Y el joven se clavó el cuchillo en el vientre pasándolo por un defecto de la cota de malla con tanta rapidez que ninguno de sus compañeros pudo impedírselo.

—¡Imbécil! —exclamó Morgennes—. ¿Por qué has hecho eso?

—Tendedme sobre ella —balbuceó Simón—. Si esta cruz es la Vera Cruz, Dios no permitirá que muera. De otro modo, no deseo vivir.

Morgennes tendió al joven sobre la cruz truncada, mientras Casiopea y Taqi se apresuraban a vendarle la herida.

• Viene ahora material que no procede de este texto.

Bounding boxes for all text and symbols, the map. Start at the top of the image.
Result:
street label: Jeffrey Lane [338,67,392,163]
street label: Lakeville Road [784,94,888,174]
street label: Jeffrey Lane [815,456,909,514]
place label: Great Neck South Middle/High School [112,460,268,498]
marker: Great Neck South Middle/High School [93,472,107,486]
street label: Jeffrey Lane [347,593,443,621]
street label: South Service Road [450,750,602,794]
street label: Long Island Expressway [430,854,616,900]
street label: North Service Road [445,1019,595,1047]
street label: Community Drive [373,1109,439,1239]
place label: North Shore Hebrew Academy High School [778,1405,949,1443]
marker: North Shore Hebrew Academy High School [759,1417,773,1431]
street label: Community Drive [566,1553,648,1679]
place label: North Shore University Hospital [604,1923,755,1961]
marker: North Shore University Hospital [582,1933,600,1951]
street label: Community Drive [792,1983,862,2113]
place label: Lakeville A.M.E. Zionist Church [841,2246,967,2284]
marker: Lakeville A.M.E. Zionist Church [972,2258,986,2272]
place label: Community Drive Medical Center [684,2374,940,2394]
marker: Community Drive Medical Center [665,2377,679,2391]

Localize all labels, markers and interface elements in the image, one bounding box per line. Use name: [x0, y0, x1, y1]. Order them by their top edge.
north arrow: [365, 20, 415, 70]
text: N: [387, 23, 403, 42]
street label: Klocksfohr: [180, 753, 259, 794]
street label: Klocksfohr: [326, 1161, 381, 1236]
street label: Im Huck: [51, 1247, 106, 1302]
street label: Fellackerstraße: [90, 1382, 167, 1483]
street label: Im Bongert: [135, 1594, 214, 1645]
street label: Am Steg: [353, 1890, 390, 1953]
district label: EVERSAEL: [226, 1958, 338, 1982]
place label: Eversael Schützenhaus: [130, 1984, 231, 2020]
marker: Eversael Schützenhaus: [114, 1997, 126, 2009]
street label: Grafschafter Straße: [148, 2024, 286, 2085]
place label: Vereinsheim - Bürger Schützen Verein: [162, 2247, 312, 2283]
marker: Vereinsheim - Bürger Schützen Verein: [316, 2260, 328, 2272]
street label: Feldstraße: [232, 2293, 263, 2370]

—Eres realmente idiota —declaró Taqi—. Una vaca es más inteligente que tú. Después de todo, ¿qué diferencia hay si tu padre y los tuyos creen que es la Vera Cruz? Y, por otro lado, admitámoslo, si eso te complace: es la Vera Cruz. Te pido perdón, he hablado demasiado. Una vez más hubiera hecho mejor en retener mi aliento. El que habla demasiado no vale más que el imbécil.

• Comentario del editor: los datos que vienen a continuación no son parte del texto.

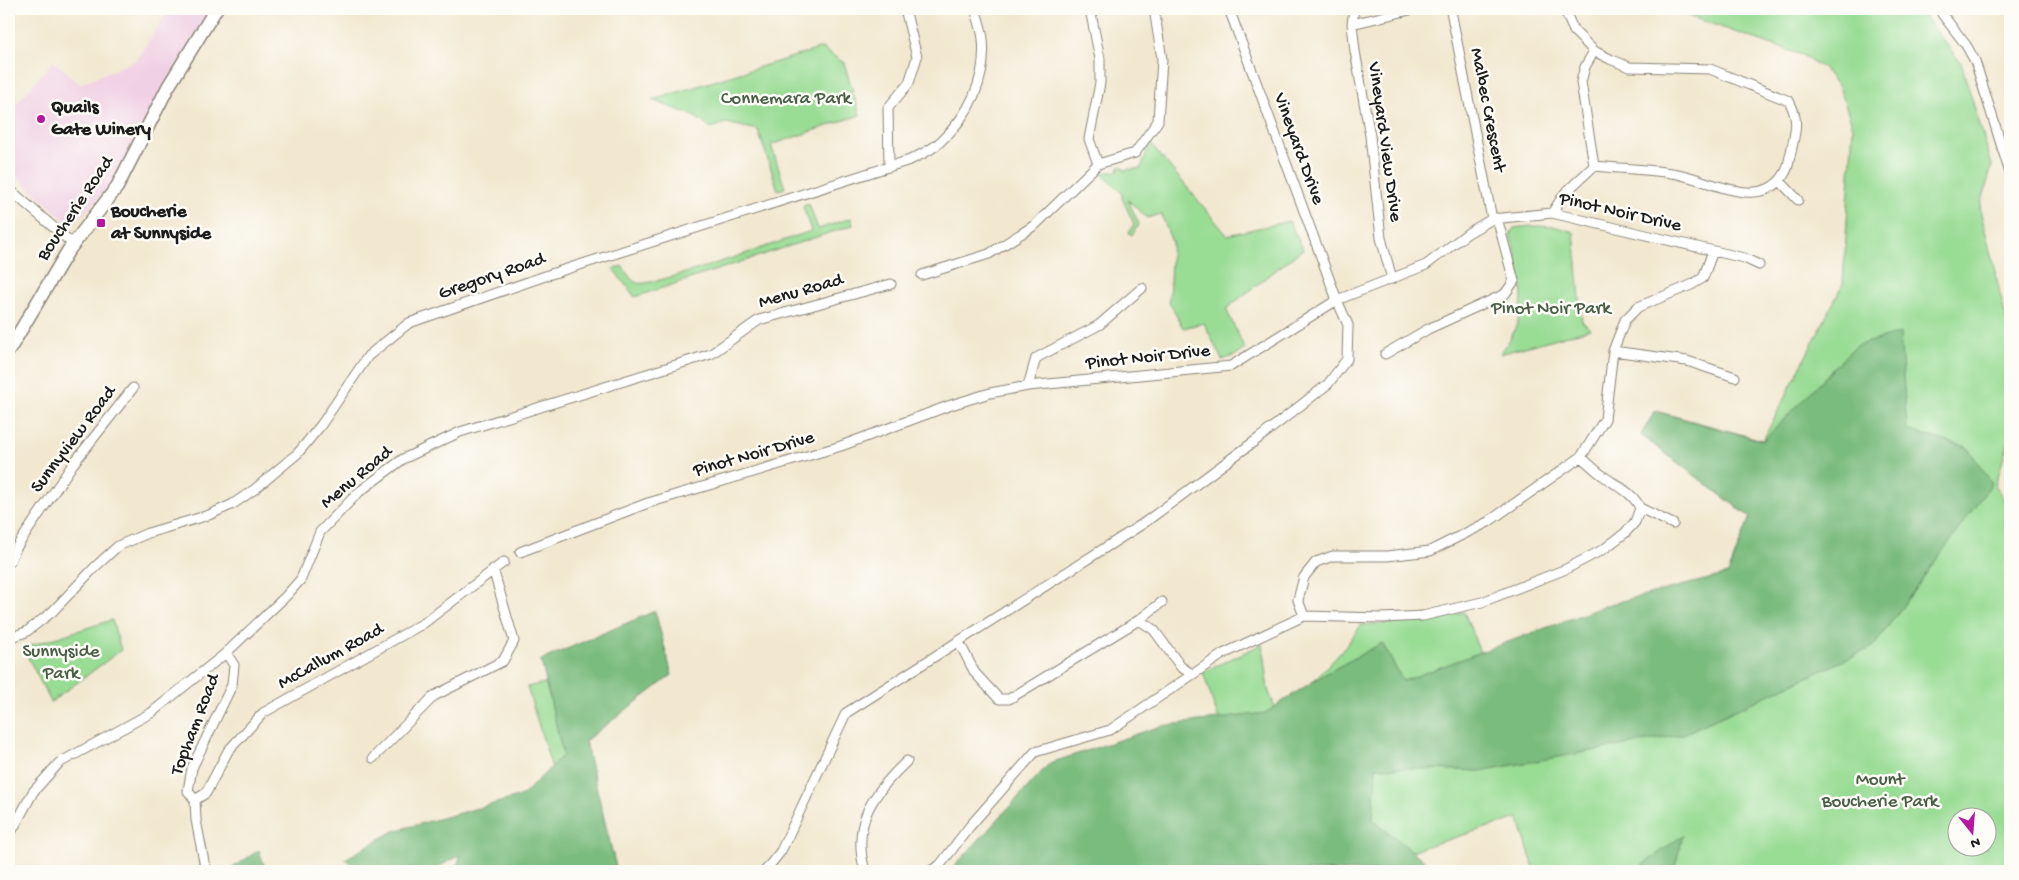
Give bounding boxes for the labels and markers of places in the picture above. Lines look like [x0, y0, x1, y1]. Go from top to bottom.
place label: Quails Gate Winery [51, 97, 151, 142]
marker: Quails Gate Winery [35, 113, 47, 125]
place label: Boucherie at Sunnyside [110, 201, 212, 246]
marker: Boucherie at Sunnyside [95, 217, 107, 229]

Simón lo miró y luego se desvaneció.

—¿Qué mosca le ha picado? —preguntó Taqi a Morgennes.

—Supongo que es a causa de los poderes que se atribuyen a la Vera Cruz —respondió Casiopea—. Dicen que santa Elena, cuando la encontró en la cima del Gólgota, tendió sobre ella a un leproso. La curación de ese hombre fue la prueba que buscaba.

—Conoces bien la historia de la Vera Cruz —dijo Morgennes.

—Conozco bien toda clase de historias —respondió Casiopea.

—¿Y tú qué piensas? —preguntó Taqi, dubitativo, a Morgennes.

—Es la cruz, sí. La reconozco... En cuanto al leproso, no creo en ello.

—¿Por qué?

—Porque en ese caso Balduino IV no hubiera tenido necesidad de mis servicios, ni yo de partir en busca de un medio para curar su lepra, y la mía...

En el curso de la noche, mientras velaban a Simón a la espera de Saladino, Morgennes les explicó lo poco que recordaba de su vida.

Morgennes había sido durante mucho tiempo el agente encargado de las operaciones secretas del padre de Balduino IV, Amaury I de Jerusalén. Con ocasión de las numerosas expediciones de este último a Egipto, Morgennes había aprendido a conocer y a amar ese bello país, cuya lengua hablaba fluidamente. Más tarde, al declararse la enfermedad de Balduino y hacerse evidente que el mal se agravaba a medida que crecía, se había hecho urgente encontrar un remedio, ya que los esfuerzos de Guillermo de Tiro, preceptor y médico del pequeño rey leproso, se revelaban inútiles.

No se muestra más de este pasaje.